A proportional slid of participants are suffering from complications after FGM. They suffered from pain after the surgery, severe bleeding, difficult micturition and keloid and scar from the mutilation. There was an association between women's intention for mutilation and type of complication they have exposed. This expected as bleeding is life threaten. Shabila, et al., (2019) reported that hemorrhage occurs when the arterial blood supply to the genital organs is severed. The hemorrhage can happen right after the procedure or later as a result of a clot sloughing over the blood supply due to the infection [40]. Berg, R. C, 2018 added that severe bleeding after an FGM/C operation can result in a decrease in the volume of circulating blood in the body, leading to hemorrhagic shock. If the female does not receive the emergency help, she requires, she may die soon [41]. 
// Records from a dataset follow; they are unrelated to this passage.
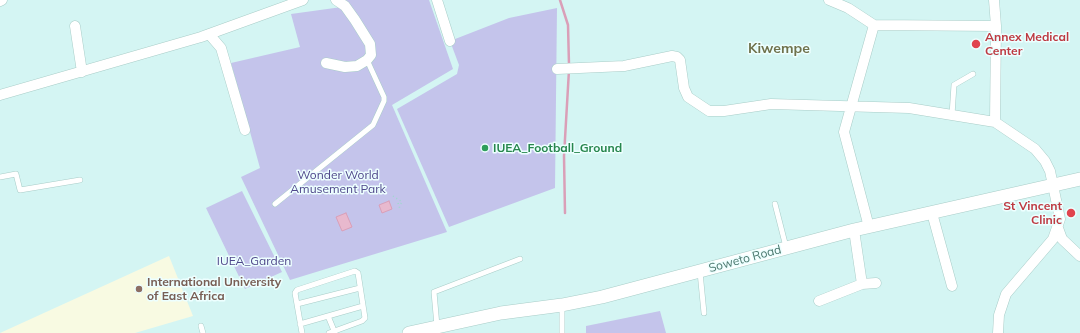 <!DOCTYPE html>
<html>
<head>
<meta charset="utf-8">
<style>
  body { margin:0 }
  canvas { display:block; background:#e6fcfd }
</style>
</head>
<body>
<canvas width="1080" height="333"></canvas>
<script>
const c = document.querySelector('canvas').getContext('2d');
c.lineJoin = 'round';
function paint(path, color) {
  c.fillStyle = color;
  c.fill(path, 'evenodd');
}
function toPath(rows) {
  const path = new Path2D();
  for (const r of rows) {
    path.moveTo(r[0], r[1]);
    for (let i = 2; i < r.length; i += 2) path.lineTo(r[i], r[i + 1]);
  }
  return path;
}
function strokePath(path, color, width, dash) {
  c.strokeStyle = color;
  c.lineWidth = width;
  c.lineCap = dash ? 'butt' : 'round';
  c.setLineDash(dash || []);
  c.stroke(path);
}
function label(font, color, halo, rows, align = 'center') {
  c.font = font + ' Mulish,sans-serif';
  c.lineWidth = 3;
  c.setLineDash([]);
  c.textBaseline = 'middle';
  c.strokeStyle = halo;
  c.fillStyle = color;
  for (const [text, x, y, turn = 0] of rows) {
    c.save();
    c.translate(x, y);
    c.rotate((+turn || 0) * Math.PI / 180);
    c.textAlign = isNaN(turn) ? turn : align;
    if (halo) c.strokeText(text, 0, 0);
    c.fillText(text, 0, 0);
    c.restore();
  }
}
paint(toPath([
  [0,0,1080,0,1080,333,0,333]
]), '#d4f5f3');
paint(toPath([
  [169,256,193,316,135,333,0,333]
]), '#f8fae2');
paint(toPath([
  [346,0,429,0,453,69,392,105,447,232,290,280,241,177,260,168,231,63,300,47,291,14,349,6],
  [557,8,555,188,449,227,397,109,457,74,459,65,450,41,509,18],
  [242,191,282,272,245,289,206,208],
  [660,311,666,333,586,333,586,326]
]), '#c4c4eb');
const water = toPath([
  [389,201,392,209,382,213,379,205,389,201],
  [346,213,352,227,342,231,336,217,346,213]
]);
paint(water, '#e8b9ce');
strokePath(water, '#da9fb8', 1);
strokePath(toPath([
  [560,0,568,25,569,65],
  [565,213,564,156,569,70]
]), '#da9fb8', 2.5);
const service = toPath([
  [952,115,954,85,973,74],
  [0,177,16,174,20,190,80,180],
  [275,204,373,125,384,101,384,97,367,60],
  [775,204,786,247],
  [700,272,704,313],
  [297,304,360,288],
  [328,316,335,333],
  [300,324,363,306],
  [201,326,203,333],
  [437,326,434,292,520,259],
  [302,333,295,293,297,290,355,271,358,273,365,318,362,321,329,333],
  [562,333,562,306]
]);
const minor = toPath([
  [437,0,450,41],
  [829,0,848,8,874,25,996,26],
  [994,0,996,26,995,122,1035,149,1045,161,1050,171,1060,219,1053,239,1006,294,999,315,998,333],
  [0,1,2,0],
  [75,26,82,72],
  [209,34,221,48,245,130],
  [326,63,345,67,357,66,367,60,371,55,370,44,355,20,345,6,336,0],
  [557,69,624,66,672,56,677,57,680,60,684,88,688,97,709,111,724,111,771,104,909,108,995,122],
  [0,95,201,37,303,0],
  [932,213,952,286],
  [869,227,844,132,874,25],
  [1058,228,1062,239,1080,256],
  [854,230,862,284,876,283],
  [819,301,862,284]
]);
const tertiary = toPath([
  [409,333,501,313,562,305,602,297,854,230,1080,179]
]);
strokePath(service, '#a9cdc8', 6);
strokePath(minor, '#a9cdc8', 11);
strokePath(tertiary, '#a9cdc8', 14);
strokePath(toPath([
  [393,196,402,202,399,206],
  [398,203,400,209]
]), '#9fd9cd', 1.5, [1, 3]);
strokePath(service, '#fff', 5);
strokePath(minor, '#fff', 10);
strokePath(tertiary, '#fff', 13);
for (const [x, y, r, color] of [
  [976,44,5,"#e0444e"],
  [485,148,4,"#2e9e5b"],
  [1071,213,5,"#e0444e"],
  [139,289,4,"#8d6e63"]
]) {
  const dot = new Path2D();
  dot.arc(x, y, r, 0, 2 * Math.PI);
  c.fillStyle = color;
  c.fill(dot);
  strokePath(dot, '#edffff', 1.5);
}
label('bold 12px', '#be3a42', '#edffff', [
  ["Annex Medical",985,37],
  ["Center",985,51],
  ["St Vincent",1062,206,"right"],
  ["Clinic",1062,220,"right"]
], 'left');
label('bold 12px', '#27864d', '#edffff', [
  ["IUEA_Football_Ground",493,148]
], 'left');
label('12px', '#4e468a', '#edffff', [
  ["Wonder World",338,175],
  ["Amusement Park",338,189],
  ["IUEA_Garden",254,261]
]);
label('12px', '#4a776d', '#edffff', [
  ["Soweto Road",745,259,-15]
]);
label('bold 12px', '#785e54', '#edffff', [
  ["International University",147,282],
  ["of East Africa",147,296]
], 'left');
label('bold 14px', '#6f724c', '#edffff', [
  ["Kiwempe",779,49]
]);
</script>
</body>
</html>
Females who were intended to mutilate their daughters in the current study were facing pressure from a family member to perform FGM/C, from their own family or their husband’s family, and neighbors. There was an association between women's intention for mutilation and they're exposed to pressure from family as found by results of the current study. In the present study, about one fifth of females were facing pressure from a family member to perform FGM/C, from their own family or their husband's family, and the minority was facing pressure from a neighbor. One of the main causes of the intention to mutilate daughters was family pressure, according to research done in Upper Egypt to assess how women felt about the prohibition on FGM/C [42,43].

6. Conclusion

Northern Upper Egyptian Females' Intention regarding intention of mutilating their daughters was significantly affected by demographic characteristics, level of knowledge, and level of attitude, source information, exposure to complications or pressure from family and neighbors

7. Recommendations

  1. The development of an educational program for mothers about FGM is required to increase their awareness.
  2. Alleviate females' intention toward Female Genital Mutilation should be improving their awareness regarding complications and Egyptian law against FGM, established by improve females' resistance toward family or neighbor regarding bad and harmful traditions.
  3. Further studies are needed to assess Knowledge, attitude, and practice of medical care providers regarding FGM/C

Conflict of interest: The authors have no conflicts of interest to disclose.

Source of funding: The authors did not receive funding for this work.